AWS Machine Learning Blog

Visual search on AWS—Part 1: Engine implementation with Amazon SageMaker

April 2023 Update: Starting January 31, 2024, you will no longer be able to access AWS DeepLens through the AWS management console, manage DeepLens devices, or access any projects you have created. To learn more, refer to these frequently asked questions about AWS DeepLens end of life.

To perform a visual search instead of asking for something by voice or text, you show what you are looking for. As the old saying goes, “A picture is worth a thousand words.” Often it’s easier to show a physical example or image than to try to describe an item with words that a search engine can effectively use. Some users might simply lack the knowledge or understanding to describe a specialized item. Another use case for visual search is when image or video data must be searchable, but it’s ingested too fast to accurately assign labels or metadata.

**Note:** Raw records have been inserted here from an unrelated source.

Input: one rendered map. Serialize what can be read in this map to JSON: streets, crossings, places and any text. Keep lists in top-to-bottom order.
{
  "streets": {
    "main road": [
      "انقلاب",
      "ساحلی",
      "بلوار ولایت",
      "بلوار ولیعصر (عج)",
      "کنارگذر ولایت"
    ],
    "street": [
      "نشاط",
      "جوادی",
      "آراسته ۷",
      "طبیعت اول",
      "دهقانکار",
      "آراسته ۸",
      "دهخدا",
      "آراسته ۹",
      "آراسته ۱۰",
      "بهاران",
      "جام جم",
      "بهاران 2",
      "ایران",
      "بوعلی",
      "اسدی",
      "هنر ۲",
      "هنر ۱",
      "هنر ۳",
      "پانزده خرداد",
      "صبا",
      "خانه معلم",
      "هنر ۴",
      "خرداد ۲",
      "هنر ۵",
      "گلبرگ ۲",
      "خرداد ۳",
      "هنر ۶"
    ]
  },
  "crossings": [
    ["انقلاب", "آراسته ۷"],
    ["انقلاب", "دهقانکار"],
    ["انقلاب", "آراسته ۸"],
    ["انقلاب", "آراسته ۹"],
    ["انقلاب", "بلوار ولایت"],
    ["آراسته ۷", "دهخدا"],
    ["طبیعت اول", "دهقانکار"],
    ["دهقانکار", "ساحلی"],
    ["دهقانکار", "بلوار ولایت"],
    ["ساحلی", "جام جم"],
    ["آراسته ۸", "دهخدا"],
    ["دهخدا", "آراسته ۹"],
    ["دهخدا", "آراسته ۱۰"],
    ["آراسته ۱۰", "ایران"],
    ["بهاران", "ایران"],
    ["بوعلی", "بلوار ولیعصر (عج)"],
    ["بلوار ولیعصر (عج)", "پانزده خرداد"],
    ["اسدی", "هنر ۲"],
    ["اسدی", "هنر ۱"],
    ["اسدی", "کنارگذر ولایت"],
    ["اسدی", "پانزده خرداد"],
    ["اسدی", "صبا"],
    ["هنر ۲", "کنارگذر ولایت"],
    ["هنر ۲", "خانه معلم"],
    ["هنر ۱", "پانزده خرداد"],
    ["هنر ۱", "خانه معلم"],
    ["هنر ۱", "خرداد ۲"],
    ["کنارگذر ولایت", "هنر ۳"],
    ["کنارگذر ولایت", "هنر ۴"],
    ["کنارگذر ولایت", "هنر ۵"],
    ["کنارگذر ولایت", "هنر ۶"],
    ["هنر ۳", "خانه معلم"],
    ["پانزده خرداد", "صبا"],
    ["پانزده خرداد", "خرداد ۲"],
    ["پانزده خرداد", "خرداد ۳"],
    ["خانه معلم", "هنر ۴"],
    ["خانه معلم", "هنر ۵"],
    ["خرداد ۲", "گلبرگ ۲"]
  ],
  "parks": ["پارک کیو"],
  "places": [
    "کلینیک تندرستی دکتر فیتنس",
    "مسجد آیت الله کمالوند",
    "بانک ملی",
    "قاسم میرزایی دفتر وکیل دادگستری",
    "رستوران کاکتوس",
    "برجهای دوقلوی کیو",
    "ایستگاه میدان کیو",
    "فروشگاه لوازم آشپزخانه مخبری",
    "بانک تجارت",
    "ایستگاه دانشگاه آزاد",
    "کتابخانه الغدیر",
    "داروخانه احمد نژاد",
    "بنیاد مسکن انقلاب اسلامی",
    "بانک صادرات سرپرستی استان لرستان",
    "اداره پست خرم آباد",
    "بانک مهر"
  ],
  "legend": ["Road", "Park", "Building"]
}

For retail use cases for visual search, take the example of a consumer looking for a replacement part in a hardware store. Instead of using words to identify the part, which might be difficult if the consumer lacks required expertise, the consumer could just show the part to an AWS DeepLens device, a deep-learning-enabled video camera. The device could then pull up a list of visually similar recommended parts and their location in the store. If consumers had an AWS DeepLens device at home, they could simply show an item in the house to the device when looking to buy another item resembling it. An advantage of visual search is that it relies entirely on item appearance. There is no need for other data such as bar codes, QR codes, product name, or other product metadata.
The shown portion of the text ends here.